● DIRECTIONS
Print the data below exactly, but only the lines from the one containing "function paint(path, color)" down to the one containing "context.font = font", inclusive.
....................
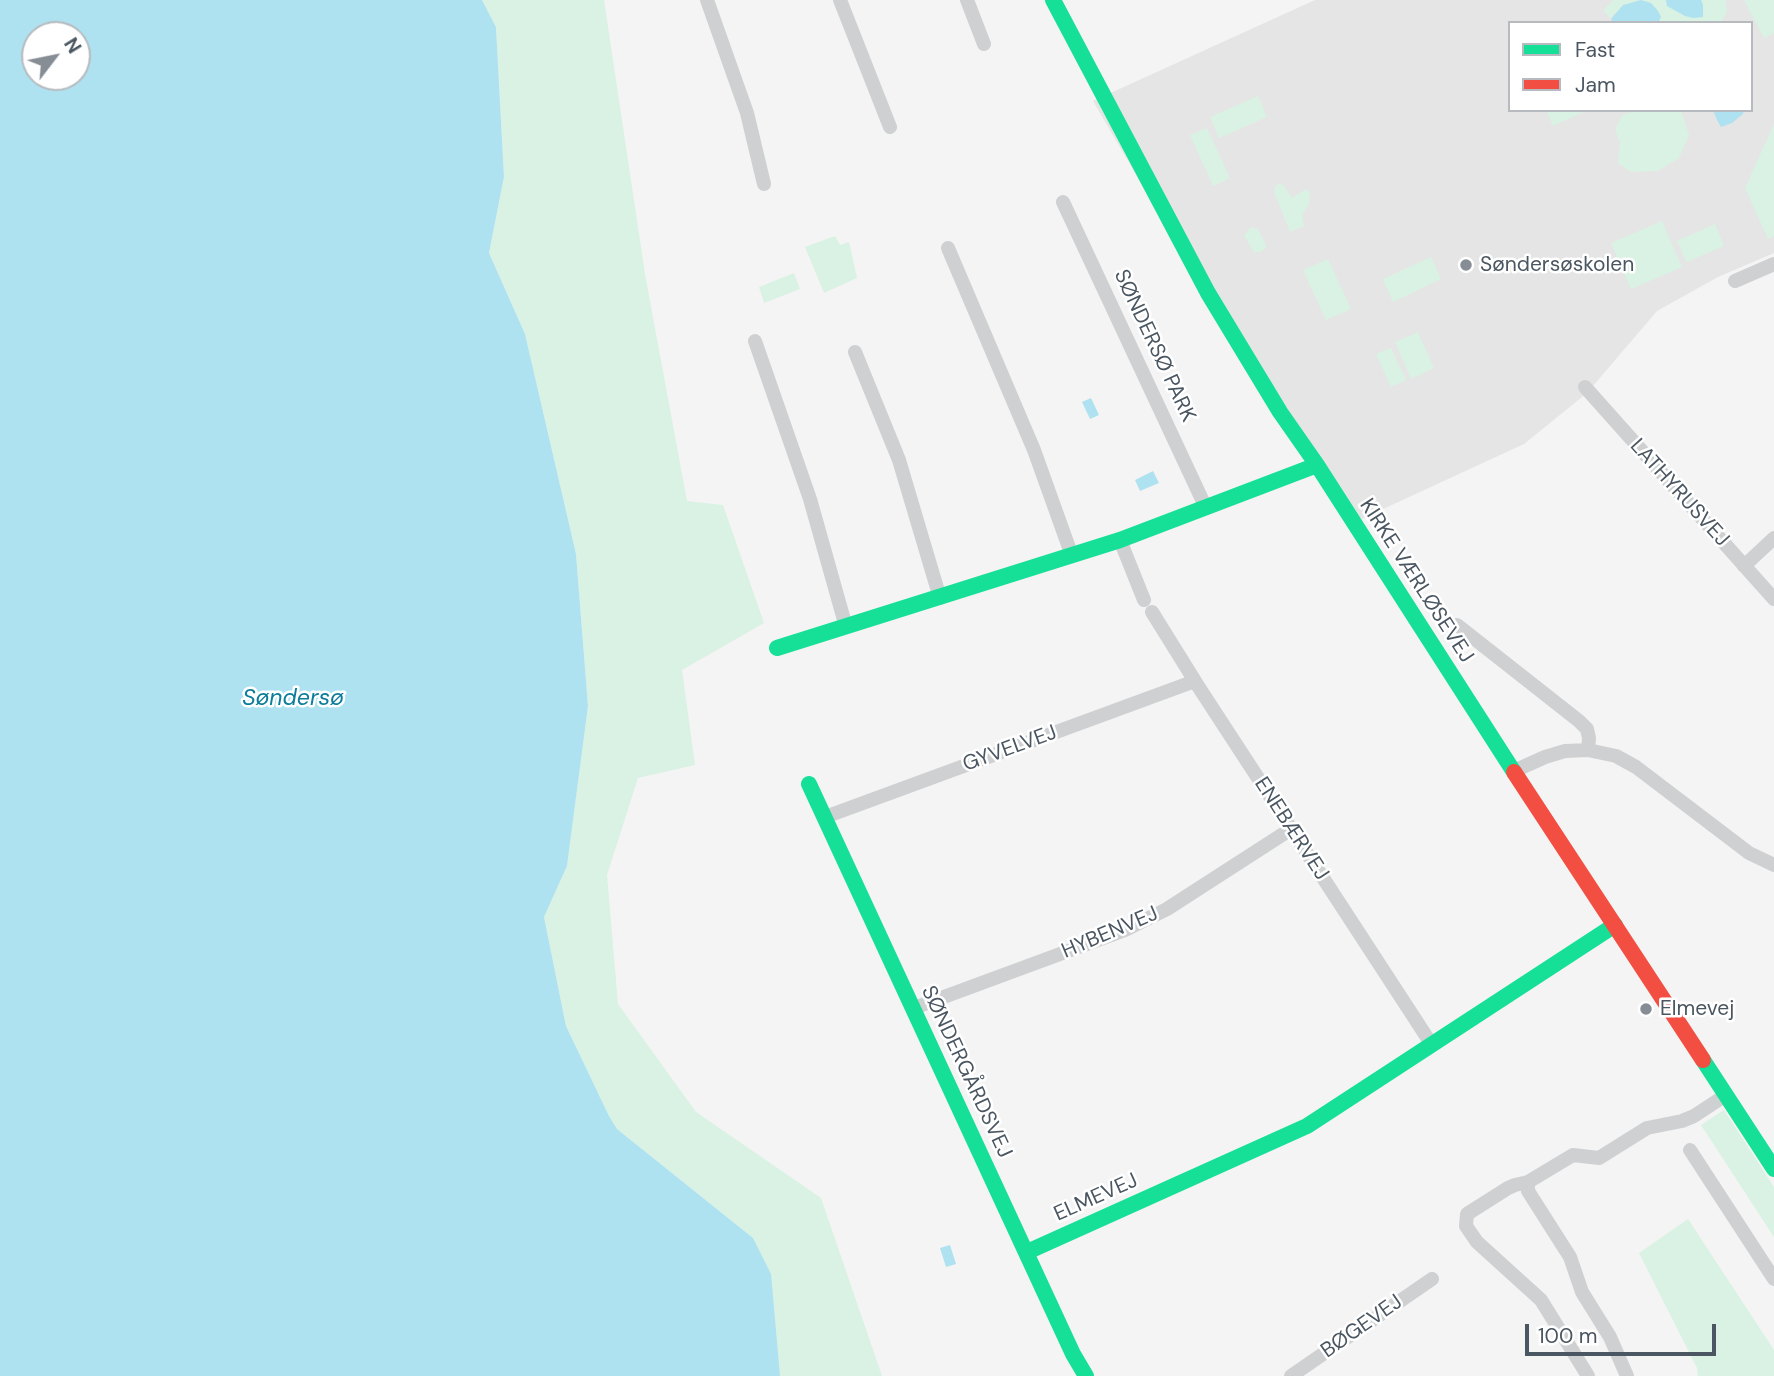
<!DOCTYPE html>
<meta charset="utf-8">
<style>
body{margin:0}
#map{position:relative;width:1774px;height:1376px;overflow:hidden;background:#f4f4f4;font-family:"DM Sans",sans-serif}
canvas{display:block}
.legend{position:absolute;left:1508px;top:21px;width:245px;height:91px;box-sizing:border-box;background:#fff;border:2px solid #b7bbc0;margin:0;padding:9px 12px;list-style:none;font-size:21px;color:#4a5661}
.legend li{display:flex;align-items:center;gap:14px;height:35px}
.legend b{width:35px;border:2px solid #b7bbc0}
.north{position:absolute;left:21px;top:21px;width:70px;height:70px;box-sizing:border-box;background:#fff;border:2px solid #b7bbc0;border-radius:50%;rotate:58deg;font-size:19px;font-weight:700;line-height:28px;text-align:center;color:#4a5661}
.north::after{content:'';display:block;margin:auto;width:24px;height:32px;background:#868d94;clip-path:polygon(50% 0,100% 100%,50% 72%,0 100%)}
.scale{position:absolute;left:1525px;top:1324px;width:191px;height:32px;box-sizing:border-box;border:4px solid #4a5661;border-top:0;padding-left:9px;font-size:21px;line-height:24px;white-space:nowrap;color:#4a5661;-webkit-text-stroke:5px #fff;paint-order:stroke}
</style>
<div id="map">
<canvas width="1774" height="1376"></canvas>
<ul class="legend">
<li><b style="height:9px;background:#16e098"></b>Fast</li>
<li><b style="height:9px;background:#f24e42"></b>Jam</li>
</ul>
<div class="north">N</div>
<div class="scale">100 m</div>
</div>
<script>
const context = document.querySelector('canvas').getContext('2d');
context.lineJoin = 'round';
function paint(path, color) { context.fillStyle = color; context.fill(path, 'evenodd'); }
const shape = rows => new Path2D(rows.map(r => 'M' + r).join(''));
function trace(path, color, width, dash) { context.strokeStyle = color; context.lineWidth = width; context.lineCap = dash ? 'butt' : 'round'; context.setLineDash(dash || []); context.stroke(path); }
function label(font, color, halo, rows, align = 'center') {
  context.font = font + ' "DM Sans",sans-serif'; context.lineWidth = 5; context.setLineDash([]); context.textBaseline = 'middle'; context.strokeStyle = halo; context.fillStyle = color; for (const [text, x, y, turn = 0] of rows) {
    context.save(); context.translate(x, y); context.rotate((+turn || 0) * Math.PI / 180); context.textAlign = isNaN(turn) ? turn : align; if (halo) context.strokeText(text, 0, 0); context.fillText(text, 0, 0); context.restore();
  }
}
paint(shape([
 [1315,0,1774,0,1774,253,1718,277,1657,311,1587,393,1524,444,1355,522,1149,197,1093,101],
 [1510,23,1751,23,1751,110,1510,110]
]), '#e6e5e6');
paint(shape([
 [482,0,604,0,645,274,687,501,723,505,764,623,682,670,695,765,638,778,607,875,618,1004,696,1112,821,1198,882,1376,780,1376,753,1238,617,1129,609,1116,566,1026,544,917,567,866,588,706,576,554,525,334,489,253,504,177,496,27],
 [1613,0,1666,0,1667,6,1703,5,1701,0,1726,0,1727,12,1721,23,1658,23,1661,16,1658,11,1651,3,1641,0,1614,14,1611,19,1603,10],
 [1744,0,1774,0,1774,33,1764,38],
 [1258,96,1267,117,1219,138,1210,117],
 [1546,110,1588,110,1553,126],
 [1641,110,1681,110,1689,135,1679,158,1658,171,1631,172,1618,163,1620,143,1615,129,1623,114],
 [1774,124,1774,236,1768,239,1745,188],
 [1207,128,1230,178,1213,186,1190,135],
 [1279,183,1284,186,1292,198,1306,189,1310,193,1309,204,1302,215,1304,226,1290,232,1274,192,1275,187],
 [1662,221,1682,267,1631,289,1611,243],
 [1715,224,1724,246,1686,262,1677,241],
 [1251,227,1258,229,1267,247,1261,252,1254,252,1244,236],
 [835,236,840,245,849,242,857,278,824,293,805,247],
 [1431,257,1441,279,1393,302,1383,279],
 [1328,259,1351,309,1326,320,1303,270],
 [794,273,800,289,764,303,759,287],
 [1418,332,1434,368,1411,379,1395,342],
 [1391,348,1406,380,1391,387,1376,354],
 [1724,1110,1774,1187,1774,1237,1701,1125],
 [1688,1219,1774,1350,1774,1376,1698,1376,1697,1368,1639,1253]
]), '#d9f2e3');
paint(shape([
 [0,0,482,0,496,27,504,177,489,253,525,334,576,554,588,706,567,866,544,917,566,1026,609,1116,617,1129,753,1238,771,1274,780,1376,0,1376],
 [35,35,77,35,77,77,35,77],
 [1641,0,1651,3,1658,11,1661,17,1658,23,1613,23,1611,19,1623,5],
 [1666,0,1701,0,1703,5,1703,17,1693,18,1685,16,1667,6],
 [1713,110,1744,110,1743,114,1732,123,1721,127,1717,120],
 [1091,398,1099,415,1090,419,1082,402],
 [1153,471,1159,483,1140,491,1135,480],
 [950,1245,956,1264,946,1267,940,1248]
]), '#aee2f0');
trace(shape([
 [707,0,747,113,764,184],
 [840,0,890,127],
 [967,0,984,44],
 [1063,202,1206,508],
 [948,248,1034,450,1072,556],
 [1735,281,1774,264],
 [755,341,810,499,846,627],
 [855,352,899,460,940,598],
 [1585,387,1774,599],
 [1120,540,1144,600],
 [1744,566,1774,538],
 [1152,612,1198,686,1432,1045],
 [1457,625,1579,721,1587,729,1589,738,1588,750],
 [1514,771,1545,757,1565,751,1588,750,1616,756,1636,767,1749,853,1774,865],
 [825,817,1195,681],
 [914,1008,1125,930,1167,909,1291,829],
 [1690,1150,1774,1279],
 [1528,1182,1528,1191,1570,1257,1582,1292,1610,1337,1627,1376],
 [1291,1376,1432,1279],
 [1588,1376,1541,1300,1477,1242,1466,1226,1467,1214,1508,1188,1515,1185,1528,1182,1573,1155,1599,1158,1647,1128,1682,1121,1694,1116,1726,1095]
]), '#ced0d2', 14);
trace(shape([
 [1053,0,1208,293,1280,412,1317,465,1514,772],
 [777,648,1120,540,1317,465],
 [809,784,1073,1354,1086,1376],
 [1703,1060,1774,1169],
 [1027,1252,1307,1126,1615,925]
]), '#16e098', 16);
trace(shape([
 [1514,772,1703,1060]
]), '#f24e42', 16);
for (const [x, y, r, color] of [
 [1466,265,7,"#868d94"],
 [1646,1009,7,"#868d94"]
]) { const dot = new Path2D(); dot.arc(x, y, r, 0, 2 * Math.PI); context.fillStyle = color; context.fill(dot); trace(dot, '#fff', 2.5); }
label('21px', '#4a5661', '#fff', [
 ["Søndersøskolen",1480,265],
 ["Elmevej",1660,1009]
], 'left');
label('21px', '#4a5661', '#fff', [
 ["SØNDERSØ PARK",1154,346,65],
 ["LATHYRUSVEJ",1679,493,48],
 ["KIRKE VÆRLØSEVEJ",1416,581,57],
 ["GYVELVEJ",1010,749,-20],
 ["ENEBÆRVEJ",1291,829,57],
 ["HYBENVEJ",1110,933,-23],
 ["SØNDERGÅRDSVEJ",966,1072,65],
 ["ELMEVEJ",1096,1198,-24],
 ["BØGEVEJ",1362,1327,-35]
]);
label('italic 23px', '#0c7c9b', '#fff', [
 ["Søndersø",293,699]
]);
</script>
....................
● OUTPUT OF THE TASK
function paint(path, color) { context.fillStyle = color; context.fill(path, 'evenodd'); }
const shape = rows => new Path2D(rows.map(r => 'M' + r).join(''));
function trace(path, color, width, dash) { context.strokeStyle = color; context.lineWidth = width; context.lineCap = dash ? 'butt' : 'round'; context.setLineDash(dash || []); context.stroke(path); }
function label(font, color, halo, rows, align = 'center') {
  context.font = font + ' "DM Sans",sans-serif'; context.lineWidth = 5; context.setLineDash([]); context.textBaseline = 'middle'; context.strokeStyle = halo; context.fillStyle = color; for (const [text, x, y, turn = 0] of rows) {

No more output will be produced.